Вот в такую пору, когда я сам был на седьмом небе от всепоглощающей осенней благости, в далеком космосе, когда моя астральная душа покинула землю, избавилась будничности и отлетела на неведомую мне планету добра, пошла в путь по мирозданию, он впервые и посетил меня, пришел ко мне в гости. Рудовато-рыжий котик, хотя, вернее, не котик, а котище, такой он был огромный и до невозможности величественный. Благословенный неземной свет запал и в его сверкающий изумрудом глаз. Он отметил меня этим своим провидческим глазом, дарованным только существу разумному, хотя и немому. Глазом зверя, во взгляде которого сегодня больше сочувствия и участия, чем порой во взгляде человека, даже близкого тебе.

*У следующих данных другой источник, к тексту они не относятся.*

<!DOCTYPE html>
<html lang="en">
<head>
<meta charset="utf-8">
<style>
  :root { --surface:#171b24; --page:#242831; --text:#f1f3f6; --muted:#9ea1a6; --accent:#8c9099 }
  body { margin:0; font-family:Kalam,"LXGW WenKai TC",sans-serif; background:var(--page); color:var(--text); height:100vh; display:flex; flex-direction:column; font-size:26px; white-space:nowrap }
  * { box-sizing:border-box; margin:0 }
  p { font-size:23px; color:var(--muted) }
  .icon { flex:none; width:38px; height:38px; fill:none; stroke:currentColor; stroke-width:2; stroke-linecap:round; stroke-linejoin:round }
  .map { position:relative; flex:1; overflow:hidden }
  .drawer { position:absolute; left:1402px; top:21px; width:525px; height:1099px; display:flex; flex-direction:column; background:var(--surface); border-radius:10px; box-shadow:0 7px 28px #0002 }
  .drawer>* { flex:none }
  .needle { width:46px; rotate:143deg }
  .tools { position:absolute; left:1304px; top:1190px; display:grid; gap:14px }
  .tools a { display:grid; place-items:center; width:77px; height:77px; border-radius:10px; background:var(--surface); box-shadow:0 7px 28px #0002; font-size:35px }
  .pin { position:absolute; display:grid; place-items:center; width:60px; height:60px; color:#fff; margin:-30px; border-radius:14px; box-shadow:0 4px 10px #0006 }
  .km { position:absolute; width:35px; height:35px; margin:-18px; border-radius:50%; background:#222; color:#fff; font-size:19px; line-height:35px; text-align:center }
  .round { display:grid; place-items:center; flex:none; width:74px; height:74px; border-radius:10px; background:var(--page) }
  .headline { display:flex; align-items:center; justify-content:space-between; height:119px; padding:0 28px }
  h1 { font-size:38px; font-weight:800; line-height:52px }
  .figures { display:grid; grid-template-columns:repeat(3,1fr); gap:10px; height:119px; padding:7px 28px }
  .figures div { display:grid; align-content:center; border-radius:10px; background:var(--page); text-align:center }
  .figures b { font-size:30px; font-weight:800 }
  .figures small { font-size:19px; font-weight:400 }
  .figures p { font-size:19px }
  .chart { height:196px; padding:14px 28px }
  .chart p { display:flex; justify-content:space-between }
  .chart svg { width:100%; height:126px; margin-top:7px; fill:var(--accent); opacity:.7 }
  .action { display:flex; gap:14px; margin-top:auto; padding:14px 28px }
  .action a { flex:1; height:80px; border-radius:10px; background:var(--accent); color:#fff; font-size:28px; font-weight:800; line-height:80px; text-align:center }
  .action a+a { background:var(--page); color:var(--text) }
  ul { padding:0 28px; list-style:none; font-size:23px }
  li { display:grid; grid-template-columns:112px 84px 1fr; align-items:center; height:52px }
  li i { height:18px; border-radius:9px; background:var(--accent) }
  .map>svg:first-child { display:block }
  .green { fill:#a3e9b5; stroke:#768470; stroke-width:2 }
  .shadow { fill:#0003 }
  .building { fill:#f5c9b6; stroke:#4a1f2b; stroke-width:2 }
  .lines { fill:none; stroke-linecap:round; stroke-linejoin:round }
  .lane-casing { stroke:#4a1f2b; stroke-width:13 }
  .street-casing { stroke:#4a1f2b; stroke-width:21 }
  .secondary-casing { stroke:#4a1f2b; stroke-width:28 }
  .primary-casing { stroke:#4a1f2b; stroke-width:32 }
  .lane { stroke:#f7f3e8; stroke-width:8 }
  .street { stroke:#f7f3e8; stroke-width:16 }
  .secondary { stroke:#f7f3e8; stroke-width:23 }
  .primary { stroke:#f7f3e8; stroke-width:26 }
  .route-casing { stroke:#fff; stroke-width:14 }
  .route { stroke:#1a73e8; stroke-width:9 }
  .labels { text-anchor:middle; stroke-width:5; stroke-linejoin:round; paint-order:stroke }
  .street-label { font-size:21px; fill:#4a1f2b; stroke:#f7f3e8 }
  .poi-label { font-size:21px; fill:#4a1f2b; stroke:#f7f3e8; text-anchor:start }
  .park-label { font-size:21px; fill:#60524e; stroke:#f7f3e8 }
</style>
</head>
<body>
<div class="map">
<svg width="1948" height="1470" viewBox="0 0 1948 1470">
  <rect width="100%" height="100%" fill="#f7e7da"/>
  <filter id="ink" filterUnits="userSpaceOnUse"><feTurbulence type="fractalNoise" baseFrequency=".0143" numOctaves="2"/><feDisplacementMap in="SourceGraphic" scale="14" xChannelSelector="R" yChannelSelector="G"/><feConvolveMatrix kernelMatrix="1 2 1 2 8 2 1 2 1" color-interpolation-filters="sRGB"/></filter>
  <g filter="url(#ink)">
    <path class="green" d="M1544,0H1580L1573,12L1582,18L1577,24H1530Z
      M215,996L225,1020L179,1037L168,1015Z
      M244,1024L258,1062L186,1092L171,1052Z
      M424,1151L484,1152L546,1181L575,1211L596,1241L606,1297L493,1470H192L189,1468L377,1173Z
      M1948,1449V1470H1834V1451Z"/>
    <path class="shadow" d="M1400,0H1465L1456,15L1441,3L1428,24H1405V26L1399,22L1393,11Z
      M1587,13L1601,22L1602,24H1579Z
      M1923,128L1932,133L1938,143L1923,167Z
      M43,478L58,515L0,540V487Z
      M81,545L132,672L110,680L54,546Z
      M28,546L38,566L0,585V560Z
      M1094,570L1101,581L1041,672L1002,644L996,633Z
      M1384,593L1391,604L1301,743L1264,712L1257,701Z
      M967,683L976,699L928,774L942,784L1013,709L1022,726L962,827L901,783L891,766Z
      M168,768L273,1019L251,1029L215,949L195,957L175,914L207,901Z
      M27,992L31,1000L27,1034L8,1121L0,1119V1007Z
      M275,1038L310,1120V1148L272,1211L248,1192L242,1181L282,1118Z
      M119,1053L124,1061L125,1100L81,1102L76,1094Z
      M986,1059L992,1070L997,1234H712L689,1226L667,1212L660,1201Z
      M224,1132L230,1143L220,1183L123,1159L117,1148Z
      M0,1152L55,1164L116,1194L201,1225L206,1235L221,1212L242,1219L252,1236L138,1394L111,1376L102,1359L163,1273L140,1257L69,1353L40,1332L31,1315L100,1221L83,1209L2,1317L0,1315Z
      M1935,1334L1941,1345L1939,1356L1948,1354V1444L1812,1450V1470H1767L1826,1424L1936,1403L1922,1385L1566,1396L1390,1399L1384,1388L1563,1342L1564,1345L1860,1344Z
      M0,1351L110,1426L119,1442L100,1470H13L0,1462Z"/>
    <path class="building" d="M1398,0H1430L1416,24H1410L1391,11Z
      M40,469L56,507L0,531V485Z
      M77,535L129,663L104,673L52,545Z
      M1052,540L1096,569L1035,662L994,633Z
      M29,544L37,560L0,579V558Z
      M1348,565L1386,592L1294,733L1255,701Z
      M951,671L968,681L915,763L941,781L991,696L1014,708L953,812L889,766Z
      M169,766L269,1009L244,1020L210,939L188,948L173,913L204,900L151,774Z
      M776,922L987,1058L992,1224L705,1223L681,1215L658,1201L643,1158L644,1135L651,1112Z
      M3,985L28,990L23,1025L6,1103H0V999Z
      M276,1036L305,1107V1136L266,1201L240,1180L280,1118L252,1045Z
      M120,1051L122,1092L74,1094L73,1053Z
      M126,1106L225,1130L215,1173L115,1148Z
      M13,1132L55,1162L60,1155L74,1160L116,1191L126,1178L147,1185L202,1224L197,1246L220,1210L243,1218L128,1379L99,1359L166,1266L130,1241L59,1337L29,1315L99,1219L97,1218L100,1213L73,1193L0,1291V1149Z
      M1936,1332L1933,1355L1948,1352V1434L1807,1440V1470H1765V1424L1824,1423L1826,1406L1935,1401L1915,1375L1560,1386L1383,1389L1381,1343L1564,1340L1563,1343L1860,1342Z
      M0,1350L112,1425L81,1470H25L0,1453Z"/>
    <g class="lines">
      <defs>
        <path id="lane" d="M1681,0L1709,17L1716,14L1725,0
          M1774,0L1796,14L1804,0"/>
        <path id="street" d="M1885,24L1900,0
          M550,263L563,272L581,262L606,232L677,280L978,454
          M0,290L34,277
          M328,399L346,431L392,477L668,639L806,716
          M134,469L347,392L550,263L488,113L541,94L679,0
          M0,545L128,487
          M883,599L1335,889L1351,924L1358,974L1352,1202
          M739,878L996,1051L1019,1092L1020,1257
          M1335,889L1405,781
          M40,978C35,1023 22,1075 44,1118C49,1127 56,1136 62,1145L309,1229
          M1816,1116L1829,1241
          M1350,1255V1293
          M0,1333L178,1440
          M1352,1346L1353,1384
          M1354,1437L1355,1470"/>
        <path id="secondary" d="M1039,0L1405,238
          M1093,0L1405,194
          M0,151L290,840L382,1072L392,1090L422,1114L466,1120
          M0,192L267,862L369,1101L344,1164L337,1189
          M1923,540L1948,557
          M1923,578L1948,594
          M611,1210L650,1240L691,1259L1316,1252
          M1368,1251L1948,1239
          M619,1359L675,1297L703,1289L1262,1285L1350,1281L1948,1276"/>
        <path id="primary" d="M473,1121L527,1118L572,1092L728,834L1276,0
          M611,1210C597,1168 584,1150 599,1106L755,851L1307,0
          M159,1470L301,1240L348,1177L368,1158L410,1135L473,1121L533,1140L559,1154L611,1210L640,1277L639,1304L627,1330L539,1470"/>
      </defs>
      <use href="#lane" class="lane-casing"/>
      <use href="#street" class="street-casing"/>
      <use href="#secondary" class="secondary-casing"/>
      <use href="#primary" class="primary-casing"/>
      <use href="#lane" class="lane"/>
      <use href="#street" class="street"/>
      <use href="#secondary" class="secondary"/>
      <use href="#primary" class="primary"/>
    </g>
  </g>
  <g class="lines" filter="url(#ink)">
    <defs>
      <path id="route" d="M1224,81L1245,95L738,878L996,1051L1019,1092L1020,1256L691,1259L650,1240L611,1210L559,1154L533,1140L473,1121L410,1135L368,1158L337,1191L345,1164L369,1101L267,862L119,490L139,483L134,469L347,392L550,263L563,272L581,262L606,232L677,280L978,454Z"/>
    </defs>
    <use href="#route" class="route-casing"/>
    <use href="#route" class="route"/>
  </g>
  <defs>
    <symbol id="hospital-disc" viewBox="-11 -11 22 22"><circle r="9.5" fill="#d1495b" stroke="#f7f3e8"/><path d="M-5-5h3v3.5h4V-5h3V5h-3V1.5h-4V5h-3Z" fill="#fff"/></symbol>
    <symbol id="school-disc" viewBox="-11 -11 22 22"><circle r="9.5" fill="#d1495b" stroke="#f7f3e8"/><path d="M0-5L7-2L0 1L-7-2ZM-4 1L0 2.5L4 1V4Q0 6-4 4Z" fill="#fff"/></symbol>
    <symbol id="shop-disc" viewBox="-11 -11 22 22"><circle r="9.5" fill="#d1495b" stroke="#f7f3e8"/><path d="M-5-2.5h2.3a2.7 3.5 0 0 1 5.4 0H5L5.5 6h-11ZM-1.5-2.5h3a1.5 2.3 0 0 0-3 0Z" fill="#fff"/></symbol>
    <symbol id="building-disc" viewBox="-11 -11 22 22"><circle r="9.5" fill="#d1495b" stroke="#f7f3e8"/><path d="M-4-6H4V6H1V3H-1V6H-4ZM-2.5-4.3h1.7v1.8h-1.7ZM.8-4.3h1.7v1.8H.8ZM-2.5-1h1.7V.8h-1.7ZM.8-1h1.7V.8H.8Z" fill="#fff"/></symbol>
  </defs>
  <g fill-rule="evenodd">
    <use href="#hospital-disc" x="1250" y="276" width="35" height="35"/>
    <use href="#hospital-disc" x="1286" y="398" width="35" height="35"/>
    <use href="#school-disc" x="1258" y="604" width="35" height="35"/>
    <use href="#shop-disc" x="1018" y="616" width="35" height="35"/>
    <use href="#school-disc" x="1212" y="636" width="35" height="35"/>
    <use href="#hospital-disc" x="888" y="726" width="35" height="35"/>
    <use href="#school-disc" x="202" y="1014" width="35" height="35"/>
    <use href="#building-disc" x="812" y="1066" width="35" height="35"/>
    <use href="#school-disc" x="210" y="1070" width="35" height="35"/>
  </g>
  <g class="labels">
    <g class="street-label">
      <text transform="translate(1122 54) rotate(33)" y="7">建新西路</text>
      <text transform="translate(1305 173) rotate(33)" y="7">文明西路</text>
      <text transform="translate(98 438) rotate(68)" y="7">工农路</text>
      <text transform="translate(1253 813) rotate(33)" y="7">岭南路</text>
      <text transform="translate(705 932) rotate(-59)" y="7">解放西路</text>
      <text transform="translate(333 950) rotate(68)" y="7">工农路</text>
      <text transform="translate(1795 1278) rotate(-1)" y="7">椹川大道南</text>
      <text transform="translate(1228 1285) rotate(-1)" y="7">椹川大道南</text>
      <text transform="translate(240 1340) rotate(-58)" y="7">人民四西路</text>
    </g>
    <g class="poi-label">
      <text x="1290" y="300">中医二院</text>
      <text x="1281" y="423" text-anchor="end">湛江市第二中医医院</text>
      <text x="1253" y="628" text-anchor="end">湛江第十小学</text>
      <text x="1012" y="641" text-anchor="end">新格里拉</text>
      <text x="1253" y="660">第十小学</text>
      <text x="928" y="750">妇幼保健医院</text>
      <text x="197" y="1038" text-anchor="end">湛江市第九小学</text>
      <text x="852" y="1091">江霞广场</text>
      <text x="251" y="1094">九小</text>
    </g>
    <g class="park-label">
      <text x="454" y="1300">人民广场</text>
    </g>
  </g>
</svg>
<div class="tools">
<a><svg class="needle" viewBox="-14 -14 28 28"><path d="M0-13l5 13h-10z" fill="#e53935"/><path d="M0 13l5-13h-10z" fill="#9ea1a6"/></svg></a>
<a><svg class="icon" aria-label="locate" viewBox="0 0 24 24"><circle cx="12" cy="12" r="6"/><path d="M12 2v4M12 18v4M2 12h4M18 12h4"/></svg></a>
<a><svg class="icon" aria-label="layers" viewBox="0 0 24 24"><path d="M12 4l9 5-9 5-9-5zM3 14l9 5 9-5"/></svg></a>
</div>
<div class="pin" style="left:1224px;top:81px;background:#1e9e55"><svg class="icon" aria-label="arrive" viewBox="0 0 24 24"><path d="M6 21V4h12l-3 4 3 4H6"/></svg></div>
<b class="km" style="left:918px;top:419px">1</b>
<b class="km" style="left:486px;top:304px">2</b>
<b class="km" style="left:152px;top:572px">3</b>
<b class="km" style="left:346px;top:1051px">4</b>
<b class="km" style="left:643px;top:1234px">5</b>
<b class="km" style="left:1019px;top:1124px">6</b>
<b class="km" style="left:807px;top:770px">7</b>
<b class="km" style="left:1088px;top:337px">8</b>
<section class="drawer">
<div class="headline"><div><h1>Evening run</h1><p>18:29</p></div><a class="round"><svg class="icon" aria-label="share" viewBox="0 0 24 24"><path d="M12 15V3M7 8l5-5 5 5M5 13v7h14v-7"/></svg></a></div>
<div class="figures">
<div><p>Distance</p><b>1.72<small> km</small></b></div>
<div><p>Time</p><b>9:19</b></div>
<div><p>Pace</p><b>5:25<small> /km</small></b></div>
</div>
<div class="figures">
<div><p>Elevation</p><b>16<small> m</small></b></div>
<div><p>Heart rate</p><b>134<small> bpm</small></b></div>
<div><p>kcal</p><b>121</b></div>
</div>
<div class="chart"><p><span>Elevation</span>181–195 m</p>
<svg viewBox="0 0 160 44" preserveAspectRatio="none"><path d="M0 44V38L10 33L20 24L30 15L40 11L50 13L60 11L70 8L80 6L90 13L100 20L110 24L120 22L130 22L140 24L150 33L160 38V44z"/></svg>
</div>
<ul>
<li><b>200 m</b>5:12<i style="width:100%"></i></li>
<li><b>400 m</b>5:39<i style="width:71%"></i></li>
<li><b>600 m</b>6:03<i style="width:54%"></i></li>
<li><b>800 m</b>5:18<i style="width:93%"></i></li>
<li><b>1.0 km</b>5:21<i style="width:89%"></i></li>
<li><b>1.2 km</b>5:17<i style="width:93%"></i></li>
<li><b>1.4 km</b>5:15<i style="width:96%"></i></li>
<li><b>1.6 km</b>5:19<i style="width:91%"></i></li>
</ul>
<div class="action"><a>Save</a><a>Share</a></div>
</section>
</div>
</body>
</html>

Спасибо, Всевышний, за эту едва осязаемую нами сегодня, высшую гармонию всего сущего, единение и связанность суетливо говорливого, жадного и хищного по натуре и безмолвного, но сочувствующего и доброго от природы. Изначально пришедшего в сей мир с пониманием глубинного равновесия и вечного покоя. Не будь этого, куда бы устремилась наша душа, к кому бы припала, где бы нашла успокоение, особенно сегодня, в такую глухую и смутную пору. Не напрасно же и совсем не случайно многие из нас именно сейчас вспомнили о братьях своих меньших. Ублажают и смотрят за ними с уснувшей уже было, но вновь пробужденной материнской и сыновней заботой. И слава Богу. Слава Богу, коты и собаки, рыбы, птицы и звери, что вы не гомо сапиенс, что не научились еще говорить, а то мы бы вас, гляди, и в парламент выбрали. Но вы отделены от нас языковым барьером, хотя я лично сомневаюсь, что существует между нами такой барьер. Больше похоже, что надоело человеку говорить с человеком. Тесно и одиноко стало ему на планете Земля, хочется вышагнуть из нее, да вот беда, уж больно узкие сам он себе штанишки скроил, мешают они сделать тот решающий шаг, дерзости нет признать, что мы не единственные на этой же земле и совсем не самые-самые. Все ищем подобных себе, с кем можно и на троих скинуться, кому можно было бы потом и морду набить.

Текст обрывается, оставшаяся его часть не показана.